Non parlo invece di esterno o interno alla cultura nel senso in cui ne parla Lotman in La

cultura e l’esplosione (1993). Credo infatti che in quel caso il semiotico russo svolti verso una impostazione ontologica del problema come “questione del grado di adeguatezza fra il mondo, che viene creato dalla lingua, e il mondo che esiste al di fuori dei legami con essa” o nel rapporto tra “sistema e realtà esterna” (Lotman, 1993: 9 trad. it.). In questo caso il rapporto interno-esterno diviene per Lotman un rapporto tra Realtà, in un senso metafisico, e Cultura.
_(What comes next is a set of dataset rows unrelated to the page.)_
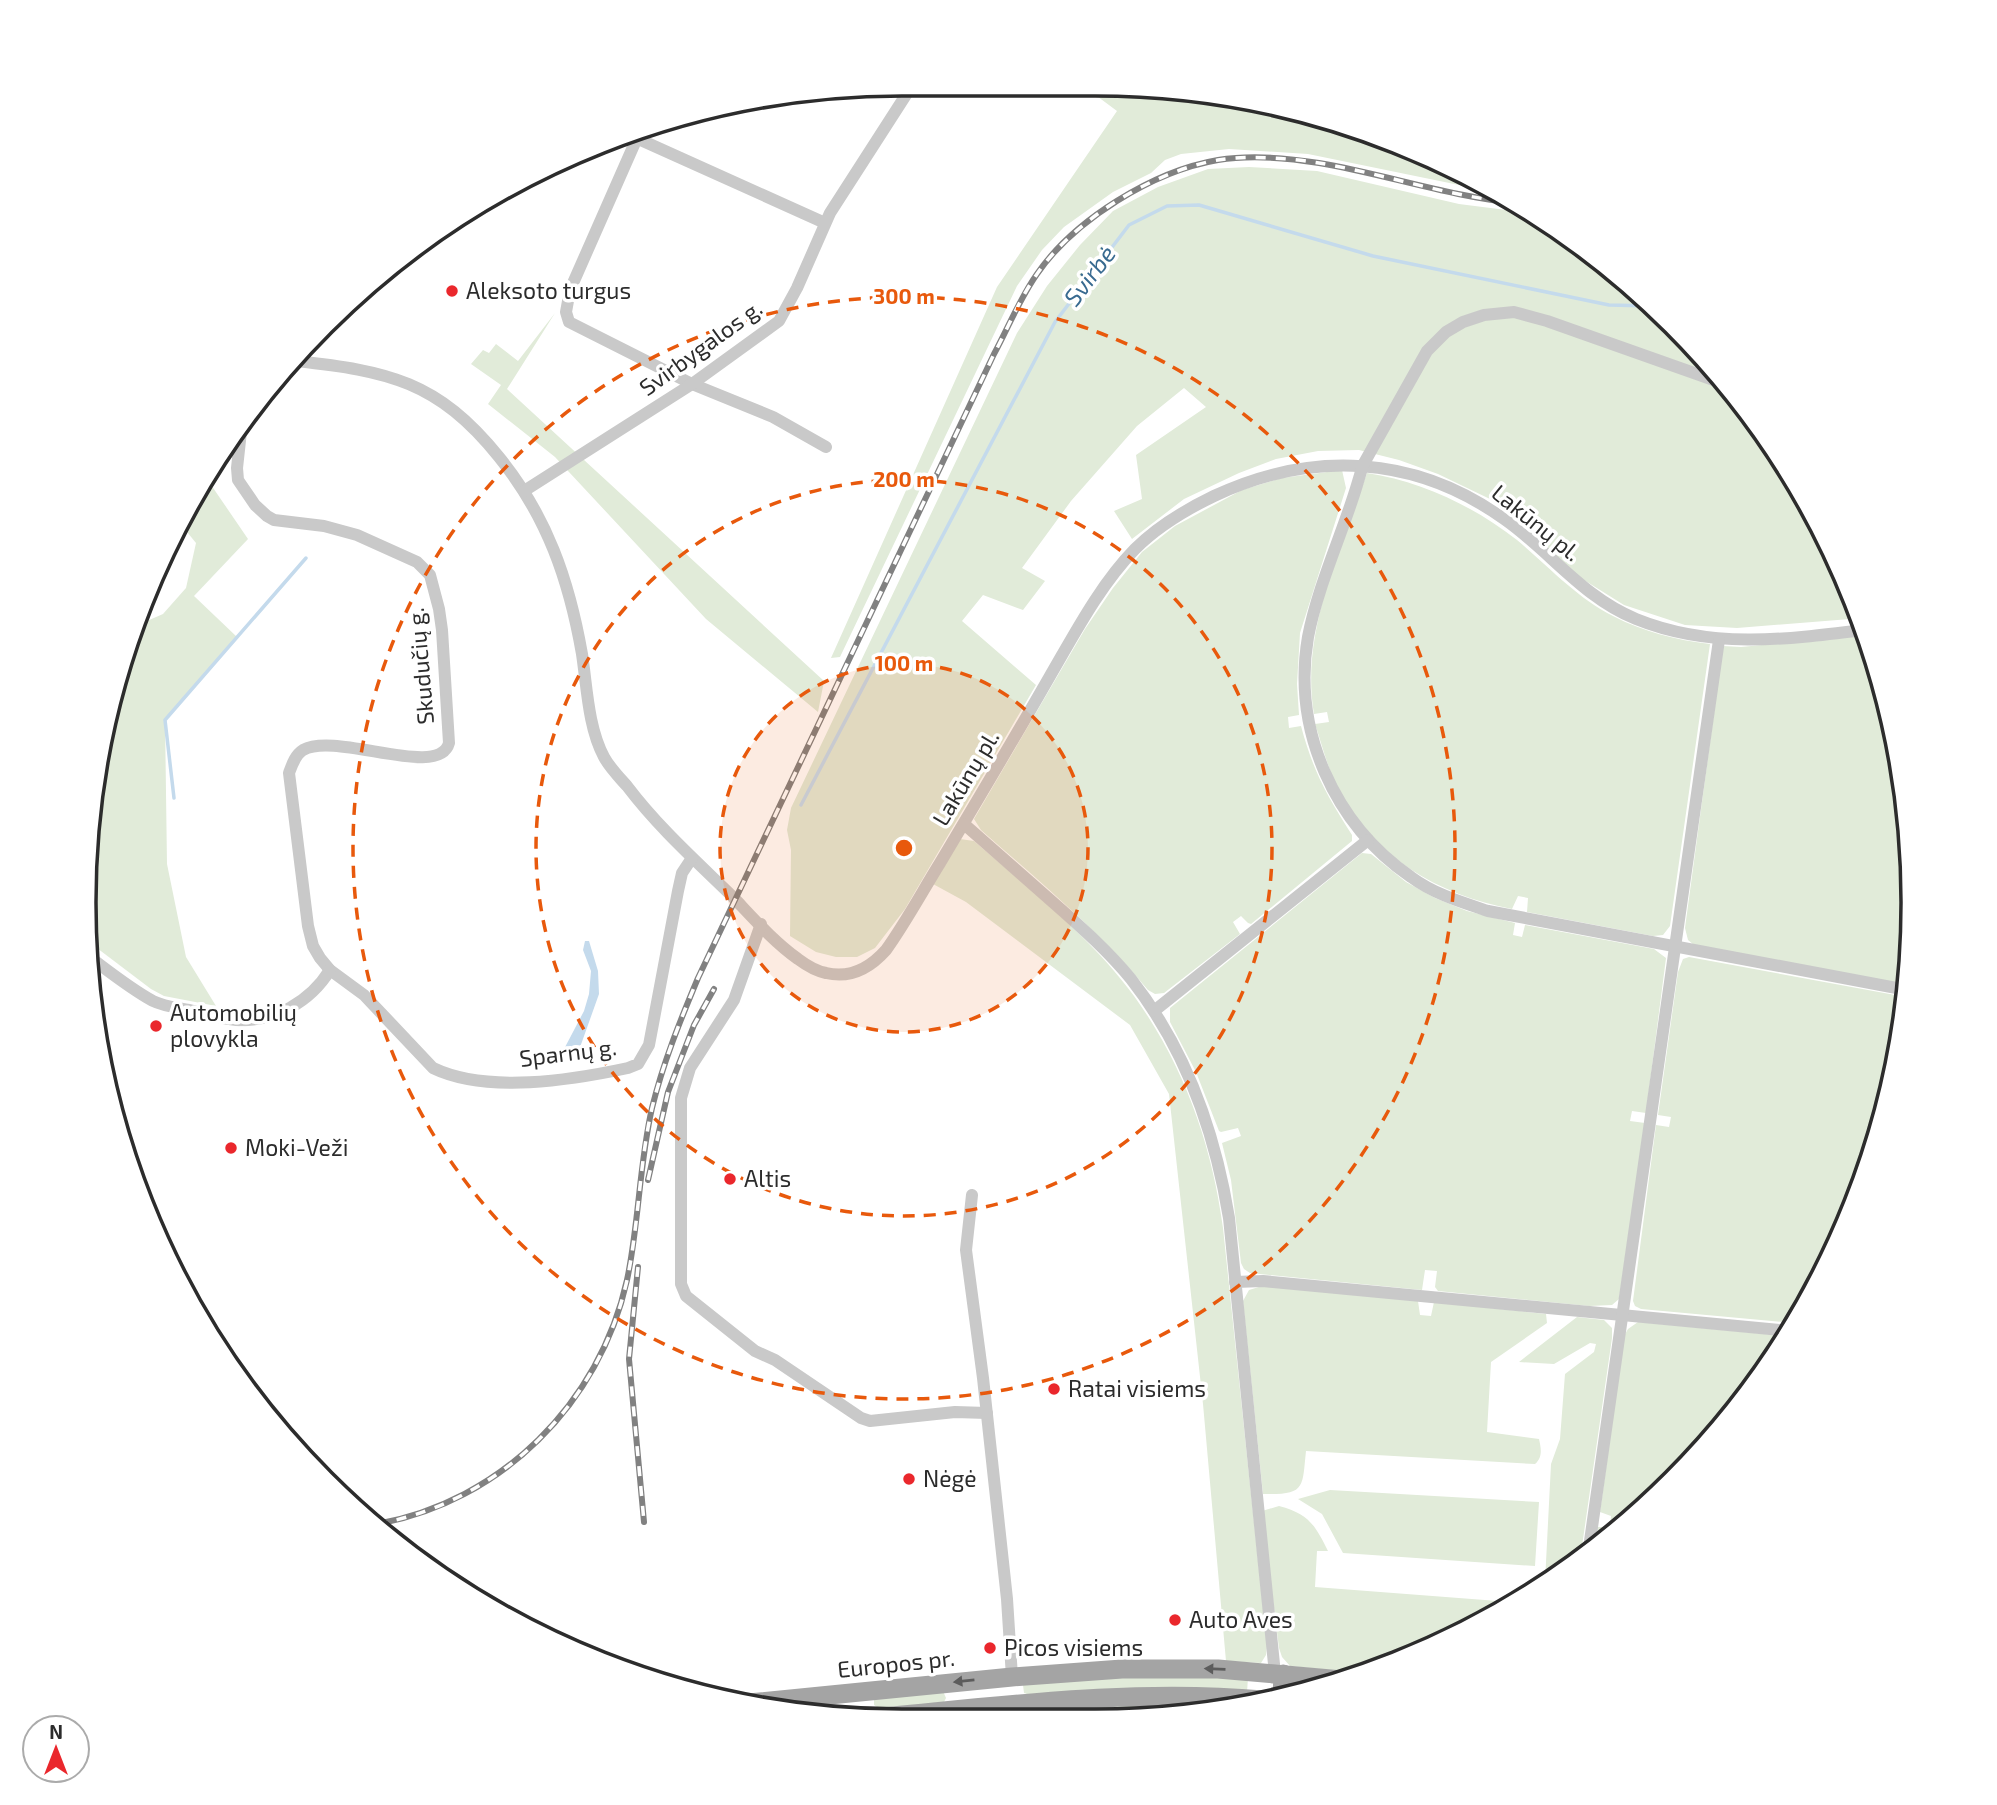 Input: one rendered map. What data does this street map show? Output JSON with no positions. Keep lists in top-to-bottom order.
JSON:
{
  "streets": {
    "main road": ["Europos pr."],
    "street": [
      "Svirbygalos g.",
      "Lakūnų pl.",
      "Skudučių g.",
      "Sparnų g."
    ]
  },
  "crossings": [
    ["Svirbygalos g.", "Lakūnų pl."],
    ["Lakūnų pl.", "Sparnų g."],
    ["Skudučių g.", "Sparnų g."]
  ],
  "water": ["Svirbė"],
  "places": [
    "Aleksoto turgus",
    "Automobilių plovykla",
    "Moki-Veži",
    "Altis",
    "Ratai visiems",
    "Nėgė",
    "Auto Aves",
    "Picos visiems"
  ],
  "north": "top",
  "rings": ["300 m", "200 m", "100 m"]
}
Nel mio lavoro assumo invece il rapporto interno-esterno come una questione totalmente interna ai sistemi di rappresentazione, cioè come modo in cui la cultura auto- descrivendosi e auto-rappresentandosi (attraverso le categorie che vedremo) si definisca e si collochi nel mondo, che è quello che conosciamo o potremmo conoscere attraverso le categorie culturali (non è dunque un fuori ontologico ma al limite epistemologico).

La mia posizione può essere chiarita se poniamo il problema nei termini cartografici classici: se prendiamo la carta dell’Italia, come spesso la vediamo nelle aule scolastiche, notiamo che la penisola, attraverso elementi plastici e figurativi, viene posta in primo piano e marcata come “interno” mentre il resto, in grigio, nero o con colori più sfumati, rappresenta l’”esterno” (la Francia, la Svizzera, l’Austria, gli stati balcanici, il Nord Africa e a volte la Spagna). Questo è un modo di concepire la propria identità collettiva, come territorio, marcandola rispetto a una alterità costruita come un esterno attraverso la definizione dei confini territoriali. Il rapporto tra interno ed esterno, come si vede, diviene un problema di punto vista e di installazione di un modello, quello dello stato territoriale, che impone il proprio metalinguaggio descrittivo.